The volume of ECMO centers has been identified as an independent risk factor for patient outcomes [
3,
13], and the association between the center volume and prognosis of V-V ECMO-supported patients was first illustrated in a developing country. In the present study, V-V ECMO cases of > 50 runs within 3 years was confirmed to be a protective factor for patients’ prognosis. Patients in high-volume centers were much older and had a higher rate of respiratory comorbidities than those in low-volume centers; however, they had a lower in-hospital mortality rate. Greater experience in the delivery of ECMO is of great importance for improving outcomes; however, given the complexity of ECMO, a better prognosis could be achieved by enhanced resources and personnel, and adherence to evidence-based care (all of which are ICU quality control indicators). A subgroup analysis of patients in high-volume centers was performed to rule out the potential influence of center volume, and the association between ICU quality and in-hospital mortality was further confirmed. Besides the reintubation rate and total ICU mortality rate, the intensivist-to-severe ICU patient ratio and nurse-to-severe ICU patient ratio were significantly associated with the prognosis of V-V ECMO-supported patients in high-volume centers.
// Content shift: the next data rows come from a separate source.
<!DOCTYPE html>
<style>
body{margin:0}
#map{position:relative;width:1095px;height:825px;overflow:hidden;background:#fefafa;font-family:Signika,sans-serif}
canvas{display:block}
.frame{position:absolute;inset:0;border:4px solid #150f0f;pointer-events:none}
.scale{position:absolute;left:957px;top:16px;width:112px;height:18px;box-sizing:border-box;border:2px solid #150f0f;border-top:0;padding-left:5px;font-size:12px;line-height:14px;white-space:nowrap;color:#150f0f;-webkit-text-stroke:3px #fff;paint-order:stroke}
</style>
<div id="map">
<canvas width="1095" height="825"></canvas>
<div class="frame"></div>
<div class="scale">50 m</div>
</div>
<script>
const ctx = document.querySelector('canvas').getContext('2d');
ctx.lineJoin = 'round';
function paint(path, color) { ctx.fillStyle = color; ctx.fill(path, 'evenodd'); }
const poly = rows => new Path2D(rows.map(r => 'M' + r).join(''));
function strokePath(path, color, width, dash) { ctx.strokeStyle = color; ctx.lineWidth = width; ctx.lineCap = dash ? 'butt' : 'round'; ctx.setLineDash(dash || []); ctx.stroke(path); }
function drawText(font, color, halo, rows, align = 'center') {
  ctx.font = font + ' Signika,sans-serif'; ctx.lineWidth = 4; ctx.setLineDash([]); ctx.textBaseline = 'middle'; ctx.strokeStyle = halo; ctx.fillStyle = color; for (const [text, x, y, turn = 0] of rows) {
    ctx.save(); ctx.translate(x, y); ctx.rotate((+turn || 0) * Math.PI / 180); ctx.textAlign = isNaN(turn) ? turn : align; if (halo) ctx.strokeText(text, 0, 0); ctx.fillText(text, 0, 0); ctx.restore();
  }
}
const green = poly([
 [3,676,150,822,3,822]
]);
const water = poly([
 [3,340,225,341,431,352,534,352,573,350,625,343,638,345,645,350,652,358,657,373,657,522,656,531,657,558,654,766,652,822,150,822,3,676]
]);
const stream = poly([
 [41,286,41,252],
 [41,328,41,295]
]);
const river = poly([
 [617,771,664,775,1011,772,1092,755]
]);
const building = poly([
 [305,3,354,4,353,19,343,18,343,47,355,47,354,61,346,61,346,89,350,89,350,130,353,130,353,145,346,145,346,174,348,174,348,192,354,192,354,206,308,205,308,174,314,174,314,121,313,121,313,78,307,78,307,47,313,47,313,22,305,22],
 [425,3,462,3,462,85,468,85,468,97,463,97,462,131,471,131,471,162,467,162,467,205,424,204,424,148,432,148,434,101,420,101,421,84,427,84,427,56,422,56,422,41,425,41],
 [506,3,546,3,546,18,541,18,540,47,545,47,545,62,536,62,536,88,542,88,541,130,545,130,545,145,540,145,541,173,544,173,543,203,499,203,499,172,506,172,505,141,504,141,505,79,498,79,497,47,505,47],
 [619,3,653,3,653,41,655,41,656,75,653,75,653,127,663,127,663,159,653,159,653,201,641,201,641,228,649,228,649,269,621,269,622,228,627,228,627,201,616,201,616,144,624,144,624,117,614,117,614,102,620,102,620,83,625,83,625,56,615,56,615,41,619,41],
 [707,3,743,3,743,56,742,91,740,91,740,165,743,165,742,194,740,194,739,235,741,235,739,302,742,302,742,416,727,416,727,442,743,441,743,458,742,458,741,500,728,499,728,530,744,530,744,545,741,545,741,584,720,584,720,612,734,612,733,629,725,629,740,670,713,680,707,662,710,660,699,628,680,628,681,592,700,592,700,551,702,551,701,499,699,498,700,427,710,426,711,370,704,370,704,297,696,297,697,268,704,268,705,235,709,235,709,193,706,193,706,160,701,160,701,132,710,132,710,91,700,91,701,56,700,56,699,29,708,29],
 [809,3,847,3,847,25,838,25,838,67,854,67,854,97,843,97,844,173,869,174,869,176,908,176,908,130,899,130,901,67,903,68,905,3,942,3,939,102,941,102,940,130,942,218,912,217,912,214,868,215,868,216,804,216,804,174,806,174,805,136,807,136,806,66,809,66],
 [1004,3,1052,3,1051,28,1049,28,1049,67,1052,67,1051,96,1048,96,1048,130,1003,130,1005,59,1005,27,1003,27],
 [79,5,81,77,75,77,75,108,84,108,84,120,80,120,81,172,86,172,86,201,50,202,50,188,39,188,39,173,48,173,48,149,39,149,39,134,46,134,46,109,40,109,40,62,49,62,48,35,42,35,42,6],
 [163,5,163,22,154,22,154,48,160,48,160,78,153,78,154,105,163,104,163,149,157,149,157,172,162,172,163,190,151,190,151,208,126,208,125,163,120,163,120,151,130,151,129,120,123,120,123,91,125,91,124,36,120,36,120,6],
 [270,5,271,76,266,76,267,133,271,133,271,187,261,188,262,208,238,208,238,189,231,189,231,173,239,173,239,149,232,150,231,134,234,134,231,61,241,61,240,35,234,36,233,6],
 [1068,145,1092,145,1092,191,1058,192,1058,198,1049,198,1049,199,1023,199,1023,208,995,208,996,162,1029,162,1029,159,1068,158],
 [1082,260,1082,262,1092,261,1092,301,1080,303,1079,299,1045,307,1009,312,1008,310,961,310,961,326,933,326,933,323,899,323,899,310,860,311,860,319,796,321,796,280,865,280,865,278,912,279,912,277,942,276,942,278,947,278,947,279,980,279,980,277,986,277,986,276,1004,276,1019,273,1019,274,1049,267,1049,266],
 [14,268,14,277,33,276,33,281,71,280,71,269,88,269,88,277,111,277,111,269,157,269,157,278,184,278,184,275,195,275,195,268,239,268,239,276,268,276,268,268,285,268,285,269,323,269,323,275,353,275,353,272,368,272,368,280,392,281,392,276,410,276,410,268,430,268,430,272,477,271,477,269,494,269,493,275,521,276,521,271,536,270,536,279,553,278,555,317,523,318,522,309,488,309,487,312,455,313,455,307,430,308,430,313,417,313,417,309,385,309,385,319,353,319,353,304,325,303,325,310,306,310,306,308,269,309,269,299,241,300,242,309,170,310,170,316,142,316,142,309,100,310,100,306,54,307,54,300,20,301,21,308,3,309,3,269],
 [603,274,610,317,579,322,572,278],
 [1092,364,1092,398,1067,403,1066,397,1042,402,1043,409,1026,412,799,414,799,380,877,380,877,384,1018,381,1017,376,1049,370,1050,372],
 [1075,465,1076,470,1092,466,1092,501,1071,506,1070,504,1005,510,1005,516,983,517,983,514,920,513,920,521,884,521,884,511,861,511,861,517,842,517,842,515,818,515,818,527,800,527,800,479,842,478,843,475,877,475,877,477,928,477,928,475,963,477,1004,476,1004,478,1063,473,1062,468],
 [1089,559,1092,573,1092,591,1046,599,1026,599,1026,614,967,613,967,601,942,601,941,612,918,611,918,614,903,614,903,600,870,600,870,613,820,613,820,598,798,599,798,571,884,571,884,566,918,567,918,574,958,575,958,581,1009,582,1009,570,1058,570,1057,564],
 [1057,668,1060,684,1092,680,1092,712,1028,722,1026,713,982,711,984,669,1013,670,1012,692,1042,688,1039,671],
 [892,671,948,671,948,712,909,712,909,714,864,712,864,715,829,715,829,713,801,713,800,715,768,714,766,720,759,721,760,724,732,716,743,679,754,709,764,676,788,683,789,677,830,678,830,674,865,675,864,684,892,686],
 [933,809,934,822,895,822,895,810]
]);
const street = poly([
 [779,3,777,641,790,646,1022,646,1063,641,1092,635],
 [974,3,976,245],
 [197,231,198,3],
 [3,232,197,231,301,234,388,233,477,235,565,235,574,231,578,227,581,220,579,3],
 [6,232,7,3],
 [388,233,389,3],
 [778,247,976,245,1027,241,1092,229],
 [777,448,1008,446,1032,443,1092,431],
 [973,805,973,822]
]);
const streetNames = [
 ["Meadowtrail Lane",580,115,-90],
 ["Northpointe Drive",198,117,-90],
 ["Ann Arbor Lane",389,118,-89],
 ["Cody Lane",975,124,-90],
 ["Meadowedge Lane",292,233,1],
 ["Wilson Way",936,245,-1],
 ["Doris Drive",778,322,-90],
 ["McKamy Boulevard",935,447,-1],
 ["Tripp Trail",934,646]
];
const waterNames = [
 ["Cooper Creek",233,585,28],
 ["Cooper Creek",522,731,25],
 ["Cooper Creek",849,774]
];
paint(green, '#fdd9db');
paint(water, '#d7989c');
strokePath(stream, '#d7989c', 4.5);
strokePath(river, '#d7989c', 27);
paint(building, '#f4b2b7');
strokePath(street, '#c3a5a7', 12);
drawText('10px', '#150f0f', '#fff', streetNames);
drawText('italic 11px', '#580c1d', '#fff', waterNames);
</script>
A previous study showed that a high nurse-to-patient ratio was independently associated with a lower risk of in-hospital mortality [
22]. The ELSO guidelines [
12] recommend maintenance of a 1:1 patient-to-nurse ratio when patients are on ECMO support. The nurse-to-bed ratio in low-volume centers in the present study was 2.05, consistent with data in a nationwide survey showing a calculated patient-to-nurse ratio of approximately 2:1 [
7]. However, this finding is far from adequate. Actually, the gap between medical human resources and ICU expansion was even greater, especially after the COVID-19 outbreak [
4]. The number of trained personnel per center was an independent risk factor for the prognosis of ICU patients, especially critically ill patients, supported by the present study’s finding of an association between the intensivist-to-severe ICU patient ratio and nurse-to-severe ICU patient ratio with in-hospital mortality of V-V ECMO-supported patients. Rational allocation of medical resources needs to be strengthened to further improve the prognosis of V-V ECMO-supported patients.
5 Limitations
This study had three main limitations. First, this was a retrospective observational study, and the observed differences may be subject to unobserved confounding factors. However, all available influencing factors, including indicators of ICU quality control, capacity parameters, and ECMO-related quality indicators, were analyzed to minimize the risk of bias. Second, some important information, such as the patient conditions requiring the initiation of ECMO support and the ECMO treatment details, could not be obtained because of limitations of the database. However, these problems were not the focus of this study. Finally, differences in treatment and heterogeneities among ICU management protocols could have biased the results because of the long observation window. However, the results from high-volume centers further strengthened the effect of ICU quality control on the prognosis.
6 Conclusions
The number of V-V ECMO cases increased and in-hospital mortality remained constant from 2017 to 2019. In addition to ECMO-related complications, the volume of ECMO centers and certain ICU quality control indicators (reintubation rate within 48 h after extubation and total ICU mortality) were independently associated with in-hospital mortality. The results of the subgroup analysis of 864 patients in 11 high-volume centers further strengthened these findings.